Would you print the records below from the first line through the line containing "filter:drop-shadow(2px 0 #b4b7c1)", skipping the pictures?

• **Information provided**
________________________________________

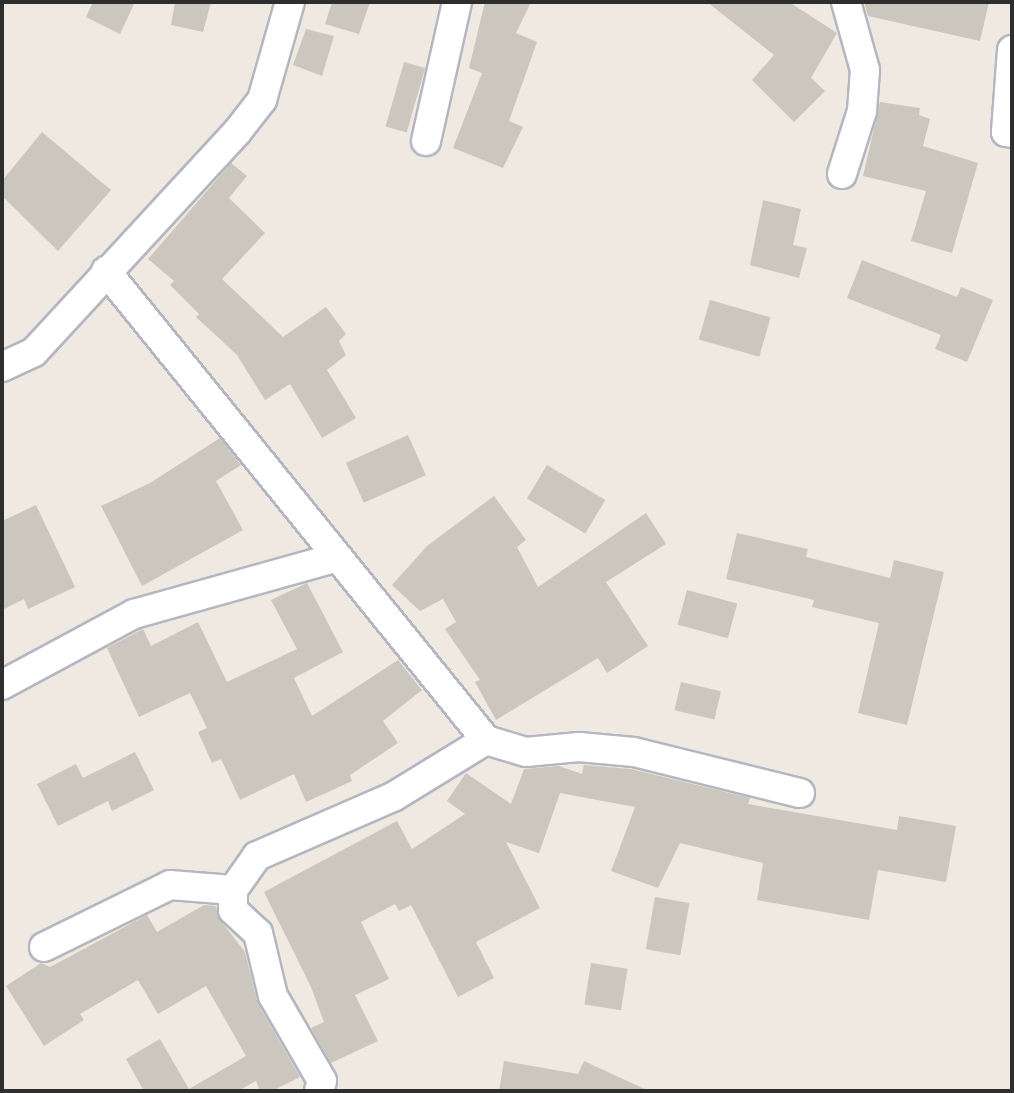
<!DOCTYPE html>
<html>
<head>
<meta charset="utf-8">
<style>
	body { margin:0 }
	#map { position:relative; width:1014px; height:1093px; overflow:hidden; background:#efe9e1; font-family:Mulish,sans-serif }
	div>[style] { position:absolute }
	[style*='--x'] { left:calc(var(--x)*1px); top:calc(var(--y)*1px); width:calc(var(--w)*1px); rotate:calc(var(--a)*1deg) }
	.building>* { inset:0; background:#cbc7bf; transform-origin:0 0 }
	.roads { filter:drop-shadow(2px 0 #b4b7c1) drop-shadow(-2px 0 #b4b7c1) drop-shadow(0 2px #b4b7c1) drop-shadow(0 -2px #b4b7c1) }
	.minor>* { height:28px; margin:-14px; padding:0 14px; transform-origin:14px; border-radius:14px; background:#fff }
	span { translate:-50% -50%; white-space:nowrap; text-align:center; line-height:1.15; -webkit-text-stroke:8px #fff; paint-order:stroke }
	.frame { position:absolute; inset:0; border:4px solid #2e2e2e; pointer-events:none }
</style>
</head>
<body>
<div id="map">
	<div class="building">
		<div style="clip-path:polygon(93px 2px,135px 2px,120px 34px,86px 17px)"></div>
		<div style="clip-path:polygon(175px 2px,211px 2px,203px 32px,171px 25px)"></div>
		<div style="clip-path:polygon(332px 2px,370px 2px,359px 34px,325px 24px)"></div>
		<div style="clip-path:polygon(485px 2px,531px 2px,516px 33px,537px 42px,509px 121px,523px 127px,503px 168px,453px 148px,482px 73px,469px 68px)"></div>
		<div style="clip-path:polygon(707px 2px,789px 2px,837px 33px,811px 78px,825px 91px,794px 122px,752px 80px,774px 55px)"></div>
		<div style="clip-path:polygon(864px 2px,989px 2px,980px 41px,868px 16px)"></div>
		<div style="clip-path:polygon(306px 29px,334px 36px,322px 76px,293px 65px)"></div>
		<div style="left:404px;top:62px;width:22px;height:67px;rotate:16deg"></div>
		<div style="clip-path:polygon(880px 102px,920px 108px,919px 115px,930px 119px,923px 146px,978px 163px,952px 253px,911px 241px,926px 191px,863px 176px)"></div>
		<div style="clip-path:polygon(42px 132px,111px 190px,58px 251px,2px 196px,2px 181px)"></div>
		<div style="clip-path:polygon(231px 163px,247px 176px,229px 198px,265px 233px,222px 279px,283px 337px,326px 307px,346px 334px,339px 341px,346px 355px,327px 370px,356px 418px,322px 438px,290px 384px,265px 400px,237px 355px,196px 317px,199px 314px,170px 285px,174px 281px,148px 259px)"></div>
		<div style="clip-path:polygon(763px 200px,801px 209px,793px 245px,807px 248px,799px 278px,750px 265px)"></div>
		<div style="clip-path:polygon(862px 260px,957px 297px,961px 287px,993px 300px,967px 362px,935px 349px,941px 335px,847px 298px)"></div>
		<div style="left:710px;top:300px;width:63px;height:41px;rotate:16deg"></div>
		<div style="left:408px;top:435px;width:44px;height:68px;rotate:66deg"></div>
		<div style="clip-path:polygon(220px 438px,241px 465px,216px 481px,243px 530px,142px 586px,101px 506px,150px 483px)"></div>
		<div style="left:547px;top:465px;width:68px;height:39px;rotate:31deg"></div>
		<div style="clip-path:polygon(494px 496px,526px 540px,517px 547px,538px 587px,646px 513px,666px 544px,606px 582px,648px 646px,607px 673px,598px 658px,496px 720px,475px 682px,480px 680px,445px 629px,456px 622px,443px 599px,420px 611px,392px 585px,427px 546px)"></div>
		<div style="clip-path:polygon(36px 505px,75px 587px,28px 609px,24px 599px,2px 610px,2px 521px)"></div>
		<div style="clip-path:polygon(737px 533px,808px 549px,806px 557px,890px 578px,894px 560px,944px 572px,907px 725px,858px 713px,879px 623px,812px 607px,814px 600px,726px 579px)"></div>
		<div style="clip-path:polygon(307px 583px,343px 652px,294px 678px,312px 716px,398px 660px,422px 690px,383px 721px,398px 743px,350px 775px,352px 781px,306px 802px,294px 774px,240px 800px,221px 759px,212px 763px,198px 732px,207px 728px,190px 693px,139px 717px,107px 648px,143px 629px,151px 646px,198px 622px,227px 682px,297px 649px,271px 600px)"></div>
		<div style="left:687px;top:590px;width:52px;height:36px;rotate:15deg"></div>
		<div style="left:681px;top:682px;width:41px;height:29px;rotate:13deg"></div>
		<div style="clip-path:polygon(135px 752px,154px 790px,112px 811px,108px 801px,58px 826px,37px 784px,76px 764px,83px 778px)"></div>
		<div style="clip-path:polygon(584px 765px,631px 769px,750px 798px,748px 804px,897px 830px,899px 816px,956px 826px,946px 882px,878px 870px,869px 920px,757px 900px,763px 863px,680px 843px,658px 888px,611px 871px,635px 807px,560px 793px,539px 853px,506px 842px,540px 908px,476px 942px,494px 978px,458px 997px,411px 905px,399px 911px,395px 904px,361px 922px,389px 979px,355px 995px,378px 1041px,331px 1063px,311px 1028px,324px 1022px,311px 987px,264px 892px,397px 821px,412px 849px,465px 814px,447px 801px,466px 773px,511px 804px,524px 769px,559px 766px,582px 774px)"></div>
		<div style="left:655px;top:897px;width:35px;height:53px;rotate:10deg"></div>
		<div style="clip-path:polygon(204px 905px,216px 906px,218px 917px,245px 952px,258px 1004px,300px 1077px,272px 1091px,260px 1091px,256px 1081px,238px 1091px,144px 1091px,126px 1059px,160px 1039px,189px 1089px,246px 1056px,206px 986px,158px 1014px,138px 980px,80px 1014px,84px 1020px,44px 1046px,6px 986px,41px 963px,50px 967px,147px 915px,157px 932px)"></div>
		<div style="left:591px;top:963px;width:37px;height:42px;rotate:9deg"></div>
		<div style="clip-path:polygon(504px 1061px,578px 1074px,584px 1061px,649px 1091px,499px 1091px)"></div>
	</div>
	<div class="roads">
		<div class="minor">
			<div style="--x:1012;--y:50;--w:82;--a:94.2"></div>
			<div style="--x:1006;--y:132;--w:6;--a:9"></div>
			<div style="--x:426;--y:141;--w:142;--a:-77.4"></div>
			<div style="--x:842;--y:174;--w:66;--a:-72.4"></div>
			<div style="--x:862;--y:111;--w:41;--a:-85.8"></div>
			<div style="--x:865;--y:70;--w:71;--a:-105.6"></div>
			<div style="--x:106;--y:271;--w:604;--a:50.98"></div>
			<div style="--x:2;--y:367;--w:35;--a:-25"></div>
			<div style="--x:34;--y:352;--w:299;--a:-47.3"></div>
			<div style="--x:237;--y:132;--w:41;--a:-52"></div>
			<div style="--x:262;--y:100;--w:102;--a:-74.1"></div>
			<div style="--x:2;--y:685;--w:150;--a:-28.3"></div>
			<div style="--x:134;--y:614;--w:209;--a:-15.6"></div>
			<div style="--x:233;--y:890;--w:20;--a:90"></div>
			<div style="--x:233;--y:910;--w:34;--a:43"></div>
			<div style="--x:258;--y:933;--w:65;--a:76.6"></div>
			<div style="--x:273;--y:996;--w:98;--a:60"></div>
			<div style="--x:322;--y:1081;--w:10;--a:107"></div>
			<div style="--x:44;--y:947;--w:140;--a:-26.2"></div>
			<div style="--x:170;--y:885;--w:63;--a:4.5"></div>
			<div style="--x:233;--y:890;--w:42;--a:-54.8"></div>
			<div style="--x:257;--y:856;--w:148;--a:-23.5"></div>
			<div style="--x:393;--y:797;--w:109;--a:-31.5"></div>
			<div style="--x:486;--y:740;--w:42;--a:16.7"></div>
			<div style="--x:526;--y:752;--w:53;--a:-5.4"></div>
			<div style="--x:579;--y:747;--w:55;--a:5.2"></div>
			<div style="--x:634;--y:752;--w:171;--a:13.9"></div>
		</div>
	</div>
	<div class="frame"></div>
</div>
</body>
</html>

________________________________________

• **Exercise response**
<!DOCTYPE html>
<html>
<head>
<meta charset="utf-8">
<style>
	body { margin:0 }
	#map { position:relative; width:1014px; height:1093px; overflow:hidden; background:#efe9e1; font-family:Mulish,sans-serif }
	div>[style] { position:absolute }
	[style*='--x'] { left:calc(var(--x)*1px); top:calc(var(--y)*1px); width:calc(var(--w)*1px); rotate:calc(var(--a)*1deg) }
	.building>* { inset:0; background:#cbc7bf; transform-origin:0 0 }
	.roads { filter:drop-shadow(2px 0 #b4b7c1) drop-shadow(-2px 0 #b4b7c1) drop-shadow(0 2px #b4b7c1) drop-shadow(0 -2px #b4b7c1) }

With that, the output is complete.